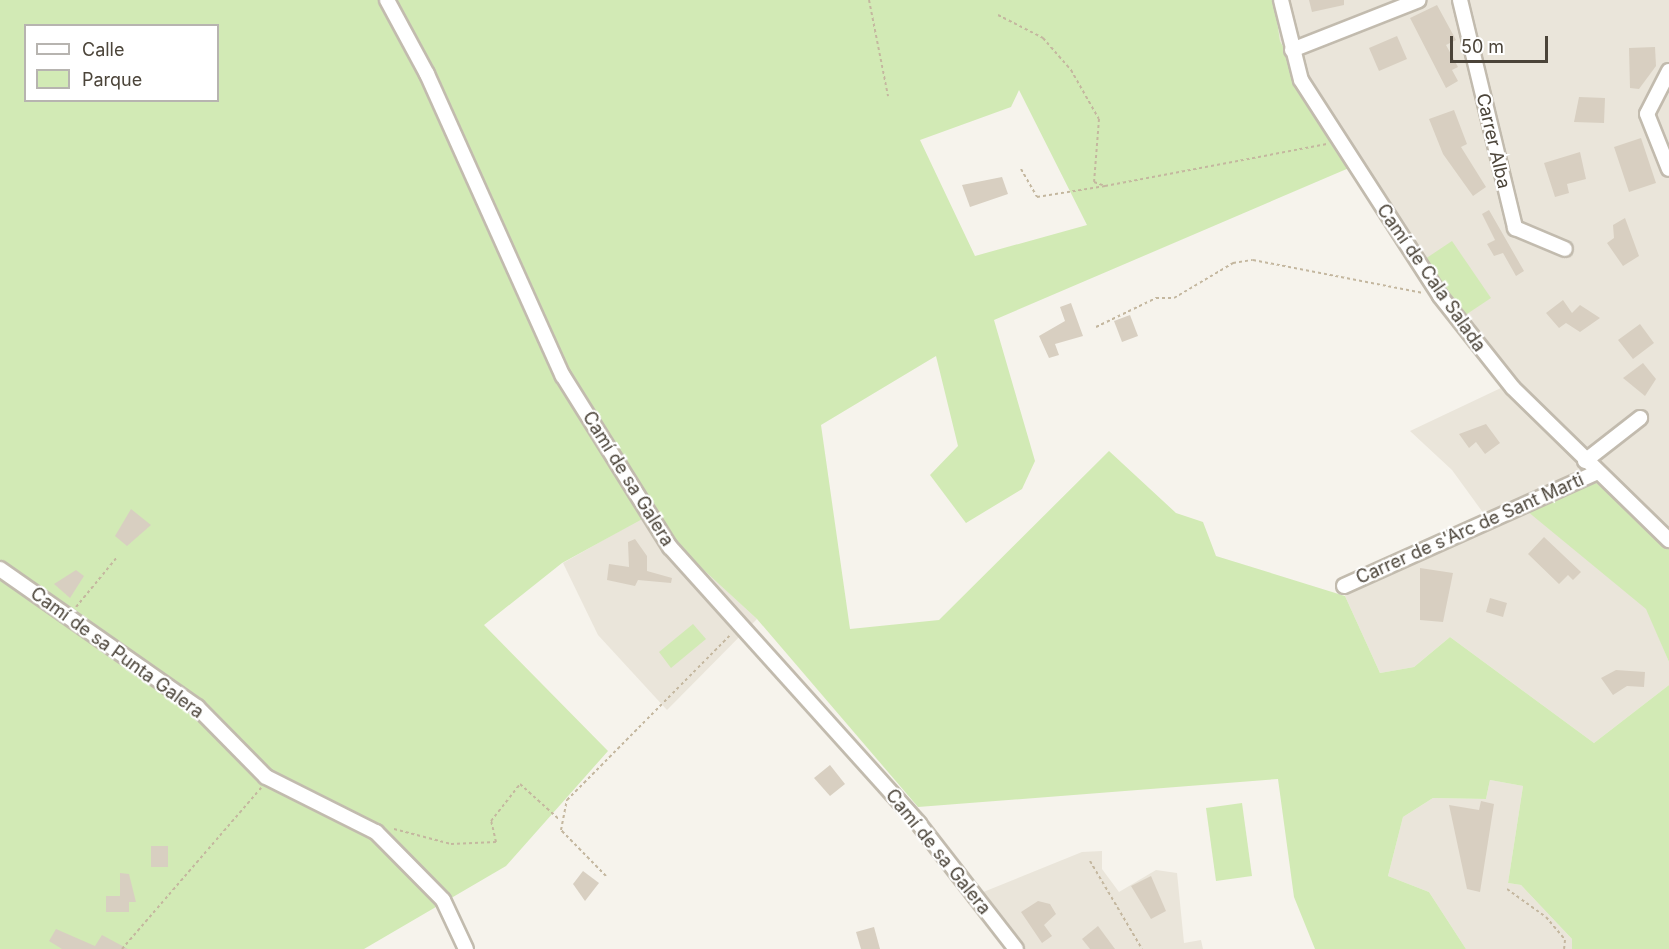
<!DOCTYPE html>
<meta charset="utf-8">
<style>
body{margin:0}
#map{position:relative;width:1669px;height:949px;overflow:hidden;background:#f6f3ec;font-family:Inter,sans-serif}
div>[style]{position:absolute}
.residential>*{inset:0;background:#eae5da}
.green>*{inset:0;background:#d2eab5}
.building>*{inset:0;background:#d8cfc1}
.path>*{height:2px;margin-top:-1px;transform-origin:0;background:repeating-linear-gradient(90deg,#c4b79f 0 3px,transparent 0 6px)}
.roads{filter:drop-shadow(2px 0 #c2bbae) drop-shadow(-2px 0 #c2bbae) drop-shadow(0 2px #c2bbae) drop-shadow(0 -2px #c2bbae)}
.minor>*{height:14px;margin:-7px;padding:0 7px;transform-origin:7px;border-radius:7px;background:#fff}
span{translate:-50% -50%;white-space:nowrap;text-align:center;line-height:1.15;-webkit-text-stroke:4.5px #fff;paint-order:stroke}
.street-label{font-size:18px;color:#4b4439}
.legend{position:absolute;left:24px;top:24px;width:195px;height:78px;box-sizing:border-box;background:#fff;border:2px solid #b7b4b0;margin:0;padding:8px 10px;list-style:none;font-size:18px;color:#4b4439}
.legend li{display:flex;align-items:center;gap:12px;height:30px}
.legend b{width:30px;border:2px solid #b7b4b0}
.scale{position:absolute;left:1450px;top:36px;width:98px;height:27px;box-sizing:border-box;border:3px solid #4b4439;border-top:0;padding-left:8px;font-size:18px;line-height:21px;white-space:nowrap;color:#4b4439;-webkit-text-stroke:4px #fff;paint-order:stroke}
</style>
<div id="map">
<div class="residential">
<i style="clip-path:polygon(1274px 0,1669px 0,1669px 548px,1528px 511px,1647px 609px,1669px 662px,1669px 685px,1594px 743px,1450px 637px,1414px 667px,1380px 673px,1345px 596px,1339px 578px,1484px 514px,1452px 470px,1410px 431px,1503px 387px,1349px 168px,1280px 41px)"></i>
<i style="clip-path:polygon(646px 516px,757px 619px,667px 710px,598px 635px,563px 563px)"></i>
<i style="clip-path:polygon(1490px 780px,1523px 786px,1508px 883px,1521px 885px,1572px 939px,1572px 949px,1466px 949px,1429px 892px,1388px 876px,1403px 817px,1433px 798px,1486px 799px)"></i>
<i style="clip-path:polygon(1102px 851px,1102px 869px,1119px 892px,1156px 870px,1177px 873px,1184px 943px,1201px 940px,1203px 949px,1009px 949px,971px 897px,1082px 852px)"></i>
</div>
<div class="green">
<i style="clip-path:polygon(evenodd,0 0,1274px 0,1280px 41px,1349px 168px,994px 320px,1035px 461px,1022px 489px,966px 523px,930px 475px,958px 446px,936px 356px,821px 425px,850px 629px,939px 620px,1109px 451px,1176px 513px,1203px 522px,1216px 556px,1345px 596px,1380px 673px,1414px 667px,1450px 637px,1594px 743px,1669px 685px,1669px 949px,1572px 949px,1572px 939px,1521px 885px,1508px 883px,1523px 786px,1490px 780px,1486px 799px,1433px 798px,1403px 817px,1388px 876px,1429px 892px,1466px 949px,1315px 949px,1294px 897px,1278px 779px,918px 807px,757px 619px,646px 517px,562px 563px,484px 625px,608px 751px,506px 866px,364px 949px,0 949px,0 0,26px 26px,218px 26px,218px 100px,26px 100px,26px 26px,0 0,1019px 90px,1087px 225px,975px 256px,920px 140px,1011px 107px,1019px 90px)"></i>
<i style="clip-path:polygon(1452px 241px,1491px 298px,1464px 316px,1425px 259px)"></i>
<i style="clip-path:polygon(1594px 481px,1669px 548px,1669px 662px,1646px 609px,1527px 511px)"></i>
<i style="clip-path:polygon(693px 624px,706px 639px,671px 668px,659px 652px)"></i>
<i style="clip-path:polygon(1242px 803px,1252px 876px,1216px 881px,1206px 808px)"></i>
</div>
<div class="building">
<i style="clip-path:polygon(1309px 0,1344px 0,1344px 5px,1312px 12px)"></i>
<i style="clip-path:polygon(1437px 5px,1456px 40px,1446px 45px,1458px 67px,1452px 70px,1458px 81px,1446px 88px,1410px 18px)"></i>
<i style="clip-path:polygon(1397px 36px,1407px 59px,1379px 71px,1369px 48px)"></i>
<i style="clip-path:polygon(1655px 47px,1656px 66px,1639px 89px,1630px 88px,1629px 48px)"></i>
<i style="clip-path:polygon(1579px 97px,1605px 98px,1604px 123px,1574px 122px)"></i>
<i style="clip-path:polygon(1454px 110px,1467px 144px,1461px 147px,1486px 187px,1473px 196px,1443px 154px,1429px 119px)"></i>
<i style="clip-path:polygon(1641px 138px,1656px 183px,1629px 192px,1614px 147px)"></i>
<i style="clip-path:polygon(1580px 152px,1586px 179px,1567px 184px,1569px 193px,1555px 197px,1544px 163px)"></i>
<i style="clip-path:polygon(1002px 177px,1008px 194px,970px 207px,962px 185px)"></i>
<i style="clip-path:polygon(1489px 210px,1524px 271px,1516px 276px,1503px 253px,1494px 256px,1487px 244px,1495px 240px,1482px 214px)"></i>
<i style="clip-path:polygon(1625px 218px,1639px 256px,1623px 266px,1607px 243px,1614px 238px,1613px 225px)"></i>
<i style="clip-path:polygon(1563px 300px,1572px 313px,1580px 305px,1600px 318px,1580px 332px,1566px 323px,1559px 328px,1546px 313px)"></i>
<i style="clip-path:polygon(1071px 303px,1083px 336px,1055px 344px,1059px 355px,1049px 358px,1039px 336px,1065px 321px,1060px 307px)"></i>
<i style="clip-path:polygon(1130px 315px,1138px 336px,1122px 342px,1114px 321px)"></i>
<i style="clip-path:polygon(1640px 324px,1654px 343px,1633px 359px,1618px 340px)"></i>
<i style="clip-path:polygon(1643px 363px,1656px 379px,1645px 396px,1623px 378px)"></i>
<i style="clip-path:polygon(1486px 424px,1500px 443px,1485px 454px,1476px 442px,1469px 448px,1459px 434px)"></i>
<i style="clip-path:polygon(131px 509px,151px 525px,127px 546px,115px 536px)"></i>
<i style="clip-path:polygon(1544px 537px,1581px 572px,1573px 580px,1568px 575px,1559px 584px,1528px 554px)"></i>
<i style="clip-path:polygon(635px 539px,647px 556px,647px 571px,672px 578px,671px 583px,638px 580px,635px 586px,607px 580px,609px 564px,629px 567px,628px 542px)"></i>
<i style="clip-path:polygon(1420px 568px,1453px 573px,1443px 622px,1420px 620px)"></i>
<i style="clip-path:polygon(76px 570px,84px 576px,70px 598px,54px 584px)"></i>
<i style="clip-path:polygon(1490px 598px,1507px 603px,1503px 617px,1486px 612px)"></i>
<i style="clip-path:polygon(1616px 670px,1645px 672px,1644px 687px,1627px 686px,1613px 695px,1601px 678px)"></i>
<i style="clip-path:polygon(830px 765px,845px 784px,830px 796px,814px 778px)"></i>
<i style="clip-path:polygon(1481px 801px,1494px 804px,1480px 892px,1467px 889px,1449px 805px,1479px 810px)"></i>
<i style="clip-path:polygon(151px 846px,168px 846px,168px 867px,151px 867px)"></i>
<i style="clip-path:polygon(583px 871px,599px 883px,585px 901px,573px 884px)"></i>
<i style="clip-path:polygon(120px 873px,129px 874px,136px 902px,129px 902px,129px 912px,106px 912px,106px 896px,120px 896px)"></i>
<i style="clip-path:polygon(1151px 876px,1166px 911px,1151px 919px,1131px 886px)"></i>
<i style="clip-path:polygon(1038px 901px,1050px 904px,1056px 914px,1044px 925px,1052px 936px,1042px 943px,1021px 912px)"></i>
<i style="clip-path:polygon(1098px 926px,1115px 949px,1090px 949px,1082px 939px)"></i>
<i style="clip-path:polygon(874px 927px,880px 949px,861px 949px,856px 932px)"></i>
<i style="clip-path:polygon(56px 929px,95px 946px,102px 935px,128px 949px,62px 949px,49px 941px)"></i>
</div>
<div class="path">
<i style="left:869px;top:0;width:98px;rotate:78.8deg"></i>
<i style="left:998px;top:15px;width:51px;rotate:27.1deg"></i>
<i style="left:1043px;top:38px;width:43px;rotate:48.8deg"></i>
<i style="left:1071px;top:70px;width:56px;rotate:60.3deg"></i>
<i style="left:1099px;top:119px;width:63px;rotate:94.5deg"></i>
<i style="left:1094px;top:182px;width:12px;rotate:20deg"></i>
<i style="left:1105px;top:186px;width:227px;rotate:-10.7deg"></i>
<i style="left:1021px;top:169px;width:32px;rotate:60deg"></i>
<i style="left:1037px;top:197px;width:69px;rotate:-9.2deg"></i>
<i style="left:1096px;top:327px;width:67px;rotate:-25.8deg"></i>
<i style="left:1156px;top:298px;width:18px"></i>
<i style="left:1174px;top:298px;width:69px;rotate:-30.7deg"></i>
<i style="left:1233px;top:263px;width:20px;rotate:-9deg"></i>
<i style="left:1253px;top:260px;width:172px;rotate:11deg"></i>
<i style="left:76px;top:607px;width:65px;rotate:-50.6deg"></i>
<i style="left:394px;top:829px;width:59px;rotate:14.7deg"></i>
<i style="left:451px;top:844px;width:45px;rotate:-2.5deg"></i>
<i style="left:496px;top:842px;width:22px;rotate:-103deg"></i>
<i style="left:491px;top:821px;width:47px;rotate:-51.9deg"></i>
<i style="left:520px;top:784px;width:54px;rotate:42deg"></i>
<i style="left:1090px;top:861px;width:102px;rotate:59.4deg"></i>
<i style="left:606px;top:876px;width:64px;rotate:-134.4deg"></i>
<i style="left:561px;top:830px;width:31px;rotate:-79deg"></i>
<i style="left:567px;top:800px;width:233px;rotate:-45.3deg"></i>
<i style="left:1507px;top:889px;width:48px;rotate:35.7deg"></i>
<i style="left:1546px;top:917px;width:30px;rotate:50deg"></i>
<i style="left:1565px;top:940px;width:9px;rotate:96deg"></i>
<i style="left:122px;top:949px;width:213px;rotate:-49.2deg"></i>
</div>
<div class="roads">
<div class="minor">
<i style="left:387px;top:0;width:84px;rotate:61.6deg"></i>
<i style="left:427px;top:74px;width:331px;rotate:65.8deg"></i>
<i style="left:563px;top:376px;width:202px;rotate:58deg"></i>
<i style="left:670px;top:547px;width:372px;rotate:48deg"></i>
<i style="left:919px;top:824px;width:158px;rotate:52.2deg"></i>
<i style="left:1281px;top:0;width:82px;rotate:76deg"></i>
<i style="left:1301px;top:80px;width:257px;rotate:57.2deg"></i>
<i style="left:1440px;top:296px;width:117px;rotate:51.6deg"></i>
<i style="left:1513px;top:388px;width:218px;rotate:44.3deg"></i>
<i style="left:1460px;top:0;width:235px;rotate:76.4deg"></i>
<i style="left:1515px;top:228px;width:54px;rotate:22.8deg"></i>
<i style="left:1292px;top:50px;width:136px;rotate:-21.5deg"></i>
<i style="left:1669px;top:71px;width:48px;rotate:117.1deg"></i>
<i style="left:1647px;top:114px;width:59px;rotate:68.2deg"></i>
<i style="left:1585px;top:461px;width:70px;rotate:-38deg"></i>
<i style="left:0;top:569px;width:241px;rotate:35deg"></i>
<i style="left:197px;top:707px;width:98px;rotate:45.4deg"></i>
<i style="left:266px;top:777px;width:123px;rotate:26.6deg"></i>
<i style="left:376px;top:832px;width:95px;rotate:45.4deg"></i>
<i style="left:443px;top:900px;width:54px;rotate:64.9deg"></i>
<i style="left:1344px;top:586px;width:276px;rotate:-24.2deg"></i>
</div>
</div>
<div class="street-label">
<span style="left:1493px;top:141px;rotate:77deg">Carrer Alba</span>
<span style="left:1431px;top:278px;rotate:55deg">Camí de Cala Salada</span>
<span style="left:628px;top:479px;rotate:58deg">Camí de sa Galera</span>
<span style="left:1470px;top:529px;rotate:-24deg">Carrer de s'Arc de Sant Marti</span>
<span style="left:117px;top:653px;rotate:36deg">Camí de sa Punta Galera</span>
<span style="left:938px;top:852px;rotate:51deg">Camí de sa Galera</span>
</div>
<ul class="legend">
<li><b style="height:8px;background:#fff"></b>Calle</li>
<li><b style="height:16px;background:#d2eab5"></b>Parque</li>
</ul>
<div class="scale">50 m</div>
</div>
====================
Repeat the lines of the listing above verbatim, beginning at its first line and ending at the line containing "0 #c2bbae) drop-shadow(-2px", which is included. Omit pictures.

• TASK OUTPUT:
<!DOCTYPE html>
<meta charset="utf-8">
<style>
body{margin:0}
#map{position:relative;width:1669px;height:949px;overflow:hidden;background:#f6f3ec;font-family:Inter,sans-serif}
div>[style]{position:absolute}
.residential>*{inset:0;background:#eae5da}
.green>*{inset:0;background:#d2eab5}
.building>*{inset:0;background:#d8cfc1}
.path>*{height:2px;margin-top:-1px;transform-origin:0;background:repeating-linear-gradient(90deg,#c4b79f 0 3px,transparent 0 6px)}
.roads{filter:drop-shadow(2px 0 #c2bbae) drop-shadow(-2px 0 #c2bbae) drop-shadow(0 2px #c2bbae) drop-shadow(0 -2px #c2bbae)}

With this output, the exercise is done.